■ Goal of the exercise
Since each line must match the original, copy out the records with no differences at all.
☆ ☆ ☆ ☆ ☆
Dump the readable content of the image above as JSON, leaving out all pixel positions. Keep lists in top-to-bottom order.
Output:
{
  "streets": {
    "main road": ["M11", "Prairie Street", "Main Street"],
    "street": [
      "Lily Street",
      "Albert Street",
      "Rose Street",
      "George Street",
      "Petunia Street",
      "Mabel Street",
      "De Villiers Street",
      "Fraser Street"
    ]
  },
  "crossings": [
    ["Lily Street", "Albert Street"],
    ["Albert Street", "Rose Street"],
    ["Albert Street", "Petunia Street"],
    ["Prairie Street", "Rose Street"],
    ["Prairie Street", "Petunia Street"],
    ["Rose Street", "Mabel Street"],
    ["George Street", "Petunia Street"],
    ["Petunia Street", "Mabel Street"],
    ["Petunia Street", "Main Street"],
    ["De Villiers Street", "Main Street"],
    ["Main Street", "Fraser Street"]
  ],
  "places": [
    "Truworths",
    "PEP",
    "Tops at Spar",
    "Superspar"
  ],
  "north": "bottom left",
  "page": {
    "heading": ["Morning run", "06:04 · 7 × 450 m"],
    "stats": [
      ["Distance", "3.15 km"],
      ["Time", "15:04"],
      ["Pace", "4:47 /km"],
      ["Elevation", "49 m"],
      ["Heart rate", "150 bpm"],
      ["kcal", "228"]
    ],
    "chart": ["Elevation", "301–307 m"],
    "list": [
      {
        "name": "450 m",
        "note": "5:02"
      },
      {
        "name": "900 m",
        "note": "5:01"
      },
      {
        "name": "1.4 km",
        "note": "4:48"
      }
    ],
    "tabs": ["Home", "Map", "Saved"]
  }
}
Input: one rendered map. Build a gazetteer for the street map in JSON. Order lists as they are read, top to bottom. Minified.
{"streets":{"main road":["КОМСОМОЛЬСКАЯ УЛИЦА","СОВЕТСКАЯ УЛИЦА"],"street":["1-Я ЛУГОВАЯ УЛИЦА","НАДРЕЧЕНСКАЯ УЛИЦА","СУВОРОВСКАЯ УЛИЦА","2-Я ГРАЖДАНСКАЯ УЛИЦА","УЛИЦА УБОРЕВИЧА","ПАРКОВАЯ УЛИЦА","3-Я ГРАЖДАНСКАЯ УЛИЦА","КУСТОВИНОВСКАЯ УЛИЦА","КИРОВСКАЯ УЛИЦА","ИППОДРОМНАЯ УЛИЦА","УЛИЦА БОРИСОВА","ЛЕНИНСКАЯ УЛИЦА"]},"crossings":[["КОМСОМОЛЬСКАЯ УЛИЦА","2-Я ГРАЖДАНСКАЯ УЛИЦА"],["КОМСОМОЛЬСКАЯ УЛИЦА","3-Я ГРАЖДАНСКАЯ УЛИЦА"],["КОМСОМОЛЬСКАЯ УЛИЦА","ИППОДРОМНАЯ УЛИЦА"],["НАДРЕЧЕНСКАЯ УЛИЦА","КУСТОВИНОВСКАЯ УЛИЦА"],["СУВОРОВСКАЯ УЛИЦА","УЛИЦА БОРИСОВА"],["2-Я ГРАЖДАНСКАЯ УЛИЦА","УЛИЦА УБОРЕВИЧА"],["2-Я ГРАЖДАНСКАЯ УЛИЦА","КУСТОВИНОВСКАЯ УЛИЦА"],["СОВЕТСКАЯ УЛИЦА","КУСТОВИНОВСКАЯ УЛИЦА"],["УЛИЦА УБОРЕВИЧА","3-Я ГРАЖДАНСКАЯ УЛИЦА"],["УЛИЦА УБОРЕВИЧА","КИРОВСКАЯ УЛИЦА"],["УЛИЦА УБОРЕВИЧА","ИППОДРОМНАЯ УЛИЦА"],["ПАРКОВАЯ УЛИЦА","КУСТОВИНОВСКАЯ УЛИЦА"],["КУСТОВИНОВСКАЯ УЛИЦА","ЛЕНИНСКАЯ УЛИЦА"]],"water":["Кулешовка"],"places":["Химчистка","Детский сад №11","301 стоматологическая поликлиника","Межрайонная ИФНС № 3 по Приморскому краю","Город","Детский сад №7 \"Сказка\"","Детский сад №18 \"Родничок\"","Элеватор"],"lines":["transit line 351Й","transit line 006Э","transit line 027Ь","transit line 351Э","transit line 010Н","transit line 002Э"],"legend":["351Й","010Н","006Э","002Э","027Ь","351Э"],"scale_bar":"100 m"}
☆ ☆ ☆ ☆ ☆
■ Solution below
Dump the readable content of the image above as JSON, leaving out all pixel positions. Keep lists in top-to-bottom order.
Output:
{
  "streets": {
    "main road": ["M11", "Prairie Street", "Main Street"],
    "street": [
      "Lily Street",
      "Albert Street",
      "Rose Street",
      "George Street",
      "Petunia Street",
      "Mabel Street",
      "De Villiers Street",
      "Fraser Street"
    ]
  },
  "crossings": [
    ["Lily Street", "Albert Street"],
    ["Albert Street", "Rose Street"],
    ["Albert Street", "Petunia Street"],
    ["Prairie Street", "Rose Street"],
    ["Prairie Street", "Petunia Street"],
    ["Rose Street", "Mabel Street"],
    ["George Street", "Petunia Street"],
    ["Petunia Street", "Mabel Street"],
    ["Petunia Street", "Main Street"],
    ["De Villiers Street", "Main Street"],
    ["Main Street", "Fraser Street"]
  ],
  "places": [
    "Truworths",
    "PEP",
    "Tops at Spar",
    "Superspar"
  ],
  "north": "bottom left",
  "page": {
    "heading": ["Morning run", "06:04 · 7 × 450 m"],
    "stats": [
      ["Distance", "3.15 km"],
      ["Time", "15:04"],
      ["Pace", "4:47 /km"],
      ["Elevation", "49 m"],
      ["Heart rate", "150 bpm"],
      ["kcal", "228"]
    ],
    "chart": ["Elevation", "301–307 m"],
    "list": [
      {
        "name": "450 m",
        "note": "5:02"
      },
      {
        "name": "900 m",
        "note": "5:01"
      },
      {
        "name": "1.4 km",
        "note": "4:48"
      }
    ],
    "tabs": ["Home", "Map", "Saved"]
  }
}
Input: one rendered map. Build a gazetteer for the street map in JSON. Order lists as they are read, top to bottom. Minified.
{"streets":{"main road":["КОМСОМОЛЬСКАЯ УЛИЦА","СОВЕТСКАЯ УЛИЦА"],"street":["1-Я ЛУГОВАЯ УЛИЦА","НАДРЕЧЕНСКАЯ УЛИЦА","СУВОРОВСКАЯ УЛИЦА","2-Я ГРАЖДАНСКАЯ УЛИЦА","УЛИЦА УБОРЕВИЧА","ПАРКОВАЯ УЛИЦА","3-Я ГРАЖДАНСКАЯ УЛИЦА","КУСТОВИНОВСКАЯ УЛИЦА","КИРОВСКАЯ УЛИЦА","ИППОДРОМНАЯ УЛИЦА","УЛИЦА БОРИСОВА","ЛЕНИНСКАЯ УЛИЦА"]},"crossings":[["КОМСОМОЛЬСКАЯ УЛИЦА","2-Я ГРАЖДАНСКАЯ УЛИЦА"],["КОМСОМОЛЬСКАЯ УЛИЦА","3-Я ГРАЖДАНСКАЯ УЛИЦА"],["КОМСОМОЛЬСКАЯ УЛИЦА","ИППОДРОМНАЯ УЛИЦА"],["НАДРЕЧЕНСКАЯ УЛИЦА","КУСТОВИНОВСКАЯ УЛИЦА"],["СУВОРОВСКАЯ УЛИЦА","УЛИЦА БОРИСОВА"],["2-Я ГРАЖДАНСКАЯ УЛИЦА","УЛИЦА УБОРЕВИЧА"],["2-Я ГРАЖДАНСКАЯ УЛИЦА","КУСТОВИНОВСКАЯ УЛИЦА"],["СОВЕТСКАЯ УЛИЦА","КУСТОВИНОВСКАЯ УЛИЦА"],["УЛИЦА УБОРЕВИЧА","3-Я ГРАЖДАНСКАЯ УЛИЦА"],["УЛИЦА УБОРЕВИЧА","КИРОВСКАЯ УЛИЦА"],["УЛИЦА УБОРЕВИЧА","ИППОДРОМНАЯ УЛИЦА"],["ПАРКОВАЯ УЛИЦА","КУСТОВИНОВСКАЯ УЛИЦА"],["КУСТОВИНОВСКАЯ УЛИЦА","ЛЕНИНСКАЯ УЛИЦА"]],"water":["Кулешовка"],"places":["Химчистка","Детский сад №11","301 стоматологическая поликлиника","Межрайонная ИФНС № 3 по Приморскому краю","Город","Детский сад №7 \"Сказка\"","Детский сад №18 \"Родничок\"","Элеватор"],"lines":["transit line 351Й","transit line 006Э","transit line 027Ь","transit line 351Э","transit line 010Н","transit line 002Э"],"legend":["351Й","010Н","006Э","002Э","027Ь","351Э"],"scale_bar":"100 m"}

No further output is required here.